I felt confident as I entered the newsroom to write the story — until the night editor took my notebook out of my hand and asked me what happened at the meeting.
“I responded, it is in my notes,” I said.
He was not buying my excuse.
“He let me stumble over my words and somewhere between the uhs and ums, I must have said something right because I remember he gave me back my notebook and said, ‘Good. Write that.’”
“That editor still haunts my mind and, when I cover a meeting, I think, ‘What is the most important thing that happened”’”
By placing the critical aspect of a story near the beginning, you are laying the groundwork to write tightly, which is essential for newspapers.
Newspaper stories have to fit on pages, and sometimes page space is limited. I opened a Dallas Post to show how stories are placed around advertisements.
“Newspaper stories are measured by word count,” I said. “It is important to write condensed, which means no extra words such as ‘in the meantime,’ however,’ by the way,’” I said.
The most important details of a story should be placed near the top in case the bottom paragraphs are cut due to page space requirements, I said.
“When I worked in television, stories are measured by time, seconds.
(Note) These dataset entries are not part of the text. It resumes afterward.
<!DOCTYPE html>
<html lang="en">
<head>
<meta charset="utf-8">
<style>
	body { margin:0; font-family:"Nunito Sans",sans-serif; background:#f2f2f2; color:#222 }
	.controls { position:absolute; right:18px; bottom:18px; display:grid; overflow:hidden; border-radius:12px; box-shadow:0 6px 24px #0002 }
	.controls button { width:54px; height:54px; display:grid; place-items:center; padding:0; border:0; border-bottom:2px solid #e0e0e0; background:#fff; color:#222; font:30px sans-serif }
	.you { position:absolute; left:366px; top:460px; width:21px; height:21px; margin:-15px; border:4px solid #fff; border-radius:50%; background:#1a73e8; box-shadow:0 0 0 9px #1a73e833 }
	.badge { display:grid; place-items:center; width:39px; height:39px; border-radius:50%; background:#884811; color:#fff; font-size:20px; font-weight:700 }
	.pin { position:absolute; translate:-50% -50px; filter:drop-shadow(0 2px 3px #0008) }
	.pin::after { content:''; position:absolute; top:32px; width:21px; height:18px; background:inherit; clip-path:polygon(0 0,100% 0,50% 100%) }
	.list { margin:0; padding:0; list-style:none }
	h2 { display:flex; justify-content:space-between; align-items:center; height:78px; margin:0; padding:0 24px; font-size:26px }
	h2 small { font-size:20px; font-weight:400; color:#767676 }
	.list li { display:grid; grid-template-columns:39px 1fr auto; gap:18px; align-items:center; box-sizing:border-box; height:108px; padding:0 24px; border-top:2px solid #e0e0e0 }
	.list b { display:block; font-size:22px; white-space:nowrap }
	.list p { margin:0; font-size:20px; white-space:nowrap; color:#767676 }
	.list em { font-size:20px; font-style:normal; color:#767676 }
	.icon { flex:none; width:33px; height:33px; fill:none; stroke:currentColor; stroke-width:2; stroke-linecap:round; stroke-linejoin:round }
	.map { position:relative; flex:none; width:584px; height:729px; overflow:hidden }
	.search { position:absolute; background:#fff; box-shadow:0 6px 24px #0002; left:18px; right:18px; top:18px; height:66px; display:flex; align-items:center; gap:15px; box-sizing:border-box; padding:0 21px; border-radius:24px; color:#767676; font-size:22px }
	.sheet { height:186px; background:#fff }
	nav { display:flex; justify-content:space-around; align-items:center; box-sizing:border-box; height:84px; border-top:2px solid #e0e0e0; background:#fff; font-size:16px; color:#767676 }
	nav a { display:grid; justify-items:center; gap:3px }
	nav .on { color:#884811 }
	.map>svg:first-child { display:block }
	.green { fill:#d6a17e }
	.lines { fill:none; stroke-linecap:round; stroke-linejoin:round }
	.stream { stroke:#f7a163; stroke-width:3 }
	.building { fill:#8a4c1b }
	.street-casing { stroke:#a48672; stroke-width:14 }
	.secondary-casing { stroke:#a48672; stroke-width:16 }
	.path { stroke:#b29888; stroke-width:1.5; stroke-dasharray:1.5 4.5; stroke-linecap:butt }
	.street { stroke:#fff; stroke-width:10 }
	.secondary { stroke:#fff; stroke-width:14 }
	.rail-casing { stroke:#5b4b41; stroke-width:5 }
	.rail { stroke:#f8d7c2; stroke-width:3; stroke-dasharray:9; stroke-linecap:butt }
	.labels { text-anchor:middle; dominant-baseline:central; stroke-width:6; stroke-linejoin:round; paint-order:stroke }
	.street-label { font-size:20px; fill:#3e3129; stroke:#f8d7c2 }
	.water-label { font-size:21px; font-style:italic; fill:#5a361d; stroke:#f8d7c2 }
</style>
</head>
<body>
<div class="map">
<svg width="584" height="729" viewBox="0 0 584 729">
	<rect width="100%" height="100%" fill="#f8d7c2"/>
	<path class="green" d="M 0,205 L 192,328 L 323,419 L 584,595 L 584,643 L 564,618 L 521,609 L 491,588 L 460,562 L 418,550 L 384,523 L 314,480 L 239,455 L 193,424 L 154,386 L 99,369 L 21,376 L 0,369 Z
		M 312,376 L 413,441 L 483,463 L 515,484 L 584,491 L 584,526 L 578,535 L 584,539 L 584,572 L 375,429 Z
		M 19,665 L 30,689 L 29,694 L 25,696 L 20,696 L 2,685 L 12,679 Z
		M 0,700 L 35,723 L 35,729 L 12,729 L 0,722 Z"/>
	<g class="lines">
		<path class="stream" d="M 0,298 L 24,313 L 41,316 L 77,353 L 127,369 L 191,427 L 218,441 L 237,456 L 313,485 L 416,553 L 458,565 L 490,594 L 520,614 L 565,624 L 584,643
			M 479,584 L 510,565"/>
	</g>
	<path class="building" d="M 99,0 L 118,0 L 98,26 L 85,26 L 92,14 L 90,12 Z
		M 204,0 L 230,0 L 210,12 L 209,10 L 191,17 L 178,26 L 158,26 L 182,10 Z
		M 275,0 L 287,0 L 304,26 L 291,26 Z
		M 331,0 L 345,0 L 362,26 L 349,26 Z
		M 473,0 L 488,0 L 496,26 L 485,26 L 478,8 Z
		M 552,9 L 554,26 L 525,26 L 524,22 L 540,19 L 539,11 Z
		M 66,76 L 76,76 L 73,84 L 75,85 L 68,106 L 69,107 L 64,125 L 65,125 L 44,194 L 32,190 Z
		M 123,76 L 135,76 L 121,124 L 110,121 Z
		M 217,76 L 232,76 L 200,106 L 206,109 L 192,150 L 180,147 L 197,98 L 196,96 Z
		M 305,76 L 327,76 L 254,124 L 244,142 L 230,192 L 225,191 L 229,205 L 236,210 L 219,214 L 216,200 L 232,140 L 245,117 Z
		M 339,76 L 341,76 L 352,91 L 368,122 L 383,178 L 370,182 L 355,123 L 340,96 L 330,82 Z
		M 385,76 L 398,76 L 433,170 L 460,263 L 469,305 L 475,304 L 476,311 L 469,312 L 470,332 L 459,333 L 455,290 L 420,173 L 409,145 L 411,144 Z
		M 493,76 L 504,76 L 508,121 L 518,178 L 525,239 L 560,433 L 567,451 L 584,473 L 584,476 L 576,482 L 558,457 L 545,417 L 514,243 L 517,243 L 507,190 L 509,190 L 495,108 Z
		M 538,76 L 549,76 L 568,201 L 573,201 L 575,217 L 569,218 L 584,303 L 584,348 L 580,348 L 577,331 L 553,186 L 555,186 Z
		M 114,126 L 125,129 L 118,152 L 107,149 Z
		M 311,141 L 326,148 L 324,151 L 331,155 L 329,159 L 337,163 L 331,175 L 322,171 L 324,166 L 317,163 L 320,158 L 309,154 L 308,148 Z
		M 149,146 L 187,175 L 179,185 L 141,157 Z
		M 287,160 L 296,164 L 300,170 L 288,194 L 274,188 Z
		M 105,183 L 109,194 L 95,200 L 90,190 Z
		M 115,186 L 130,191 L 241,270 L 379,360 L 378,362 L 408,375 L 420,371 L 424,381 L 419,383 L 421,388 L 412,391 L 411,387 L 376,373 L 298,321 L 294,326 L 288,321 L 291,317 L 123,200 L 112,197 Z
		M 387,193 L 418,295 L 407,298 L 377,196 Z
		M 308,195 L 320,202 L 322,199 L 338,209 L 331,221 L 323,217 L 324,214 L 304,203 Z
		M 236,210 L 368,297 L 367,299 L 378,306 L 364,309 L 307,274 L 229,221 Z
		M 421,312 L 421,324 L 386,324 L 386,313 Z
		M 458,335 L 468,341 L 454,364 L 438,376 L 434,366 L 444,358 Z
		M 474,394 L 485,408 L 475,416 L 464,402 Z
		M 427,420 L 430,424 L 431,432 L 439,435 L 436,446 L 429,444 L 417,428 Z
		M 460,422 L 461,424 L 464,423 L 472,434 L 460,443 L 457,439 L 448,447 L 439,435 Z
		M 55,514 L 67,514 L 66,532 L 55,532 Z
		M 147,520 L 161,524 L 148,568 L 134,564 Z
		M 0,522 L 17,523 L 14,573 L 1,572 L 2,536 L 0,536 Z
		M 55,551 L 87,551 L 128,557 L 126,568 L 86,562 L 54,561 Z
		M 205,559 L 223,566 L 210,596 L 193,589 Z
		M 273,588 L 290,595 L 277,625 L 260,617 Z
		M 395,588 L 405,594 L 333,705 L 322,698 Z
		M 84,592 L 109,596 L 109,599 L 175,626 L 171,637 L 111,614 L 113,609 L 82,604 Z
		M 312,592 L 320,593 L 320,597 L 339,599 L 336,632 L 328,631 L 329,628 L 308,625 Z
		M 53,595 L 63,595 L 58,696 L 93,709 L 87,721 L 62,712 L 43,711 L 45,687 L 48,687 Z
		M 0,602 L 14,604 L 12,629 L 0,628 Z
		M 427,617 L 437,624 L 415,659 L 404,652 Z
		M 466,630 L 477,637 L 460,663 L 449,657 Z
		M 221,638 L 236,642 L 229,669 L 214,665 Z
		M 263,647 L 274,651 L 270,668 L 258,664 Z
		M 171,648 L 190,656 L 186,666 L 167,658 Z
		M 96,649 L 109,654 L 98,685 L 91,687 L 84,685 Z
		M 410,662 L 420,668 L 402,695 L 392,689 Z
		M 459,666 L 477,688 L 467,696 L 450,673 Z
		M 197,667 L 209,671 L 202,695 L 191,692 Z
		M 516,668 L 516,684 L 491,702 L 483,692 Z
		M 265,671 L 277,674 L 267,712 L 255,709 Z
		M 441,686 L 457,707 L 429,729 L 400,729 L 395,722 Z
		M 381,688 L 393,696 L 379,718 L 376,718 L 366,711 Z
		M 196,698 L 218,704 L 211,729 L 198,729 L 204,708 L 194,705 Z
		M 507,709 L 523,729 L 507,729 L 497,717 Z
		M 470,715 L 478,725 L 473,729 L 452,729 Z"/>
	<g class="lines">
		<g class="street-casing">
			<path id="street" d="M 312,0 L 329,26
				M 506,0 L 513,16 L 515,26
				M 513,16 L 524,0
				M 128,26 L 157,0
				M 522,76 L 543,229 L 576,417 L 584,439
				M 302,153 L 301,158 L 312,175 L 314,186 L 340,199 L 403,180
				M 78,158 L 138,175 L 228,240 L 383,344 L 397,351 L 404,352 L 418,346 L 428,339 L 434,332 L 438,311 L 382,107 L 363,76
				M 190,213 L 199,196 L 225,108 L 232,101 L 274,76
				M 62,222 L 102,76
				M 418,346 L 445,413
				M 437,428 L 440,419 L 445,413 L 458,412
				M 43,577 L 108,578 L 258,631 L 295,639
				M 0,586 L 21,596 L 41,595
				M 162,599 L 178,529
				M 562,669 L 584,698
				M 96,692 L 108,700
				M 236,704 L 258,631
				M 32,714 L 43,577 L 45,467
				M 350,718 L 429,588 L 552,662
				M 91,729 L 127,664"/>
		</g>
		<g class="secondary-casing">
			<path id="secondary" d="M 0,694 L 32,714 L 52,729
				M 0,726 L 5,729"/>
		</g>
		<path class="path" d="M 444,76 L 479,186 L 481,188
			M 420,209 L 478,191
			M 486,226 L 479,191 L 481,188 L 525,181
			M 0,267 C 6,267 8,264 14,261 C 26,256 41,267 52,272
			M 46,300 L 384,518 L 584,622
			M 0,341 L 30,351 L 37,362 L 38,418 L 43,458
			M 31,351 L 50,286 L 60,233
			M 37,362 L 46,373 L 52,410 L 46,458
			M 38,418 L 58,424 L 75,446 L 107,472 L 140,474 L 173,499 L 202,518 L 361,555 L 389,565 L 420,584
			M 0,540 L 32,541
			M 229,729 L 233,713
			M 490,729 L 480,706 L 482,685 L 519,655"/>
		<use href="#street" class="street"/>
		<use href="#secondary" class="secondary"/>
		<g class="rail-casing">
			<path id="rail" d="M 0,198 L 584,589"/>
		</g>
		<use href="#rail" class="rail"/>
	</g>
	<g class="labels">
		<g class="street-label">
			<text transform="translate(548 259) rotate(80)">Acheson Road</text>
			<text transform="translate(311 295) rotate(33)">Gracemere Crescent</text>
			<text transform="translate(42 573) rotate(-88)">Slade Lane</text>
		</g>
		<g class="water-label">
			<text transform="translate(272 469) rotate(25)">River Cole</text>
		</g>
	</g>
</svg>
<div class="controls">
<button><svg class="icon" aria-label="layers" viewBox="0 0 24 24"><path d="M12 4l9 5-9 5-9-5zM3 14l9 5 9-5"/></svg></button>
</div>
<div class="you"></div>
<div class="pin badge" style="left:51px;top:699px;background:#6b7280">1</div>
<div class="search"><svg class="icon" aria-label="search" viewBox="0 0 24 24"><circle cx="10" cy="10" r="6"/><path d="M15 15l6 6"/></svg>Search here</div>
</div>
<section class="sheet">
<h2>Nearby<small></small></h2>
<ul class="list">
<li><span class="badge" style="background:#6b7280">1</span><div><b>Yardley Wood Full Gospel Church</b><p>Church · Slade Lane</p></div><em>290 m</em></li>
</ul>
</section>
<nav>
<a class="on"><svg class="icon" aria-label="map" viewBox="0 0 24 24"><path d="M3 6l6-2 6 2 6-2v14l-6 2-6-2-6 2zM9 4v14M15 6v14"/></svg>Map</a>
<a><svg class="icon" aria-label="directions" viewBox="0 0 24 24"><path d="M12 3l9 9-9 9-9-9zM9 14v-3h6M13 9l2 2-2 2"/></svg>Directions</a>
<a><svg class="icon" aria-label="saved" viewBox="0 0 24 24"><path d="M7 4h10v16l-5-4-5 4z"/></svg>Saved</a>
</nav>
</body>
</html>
You would be surprised how much information you can give in several seconds.”
Q and A
When I opened the discussion for questions, the kids did not have much to say, but Jennifer Perch, children’s librarian at the library asked what is a typical day for a reporter.
My day is different than say, the Times Leader Crime Reporter Ed Lewis or Patrick Kernan, who covers the Luzerne County Court System.
“Their days can change in a minute,” I said. “As a community news reporter, my days are organized around when my sources are available to meet with me.
“Sometimes people can only meet with me at 7:30 a.m., so I make myself available,” I added. “That same day, I may also have a school board meeting at 7 p.m. so I may take a break in the middle of the day. Keep in mind, night meetings could last an hour or longer, but then you still need to write the story before deadline, which varies between 10 to 11 p.m.”
“What kind of jobs are at a newspaper?” Perch asked.
There are a variety of jobs at a newspaper, I answered. Besides reporters and editors, we have photographers, who also record video, digital design to make our web pages look fresh, page designers to create what you see on the newsstand every day, advertising representatives, classified advertising representatives, delivery drivers, press operators and much more.
If this field appeals to you, I strongly suggest getting involved in your school newspaper or television club,” I said.
“If you are homeschooled, make a family newspaper,” Times Leader Photographer Sean McKeag said.
“Now is the time to start exploring these interests,” I said.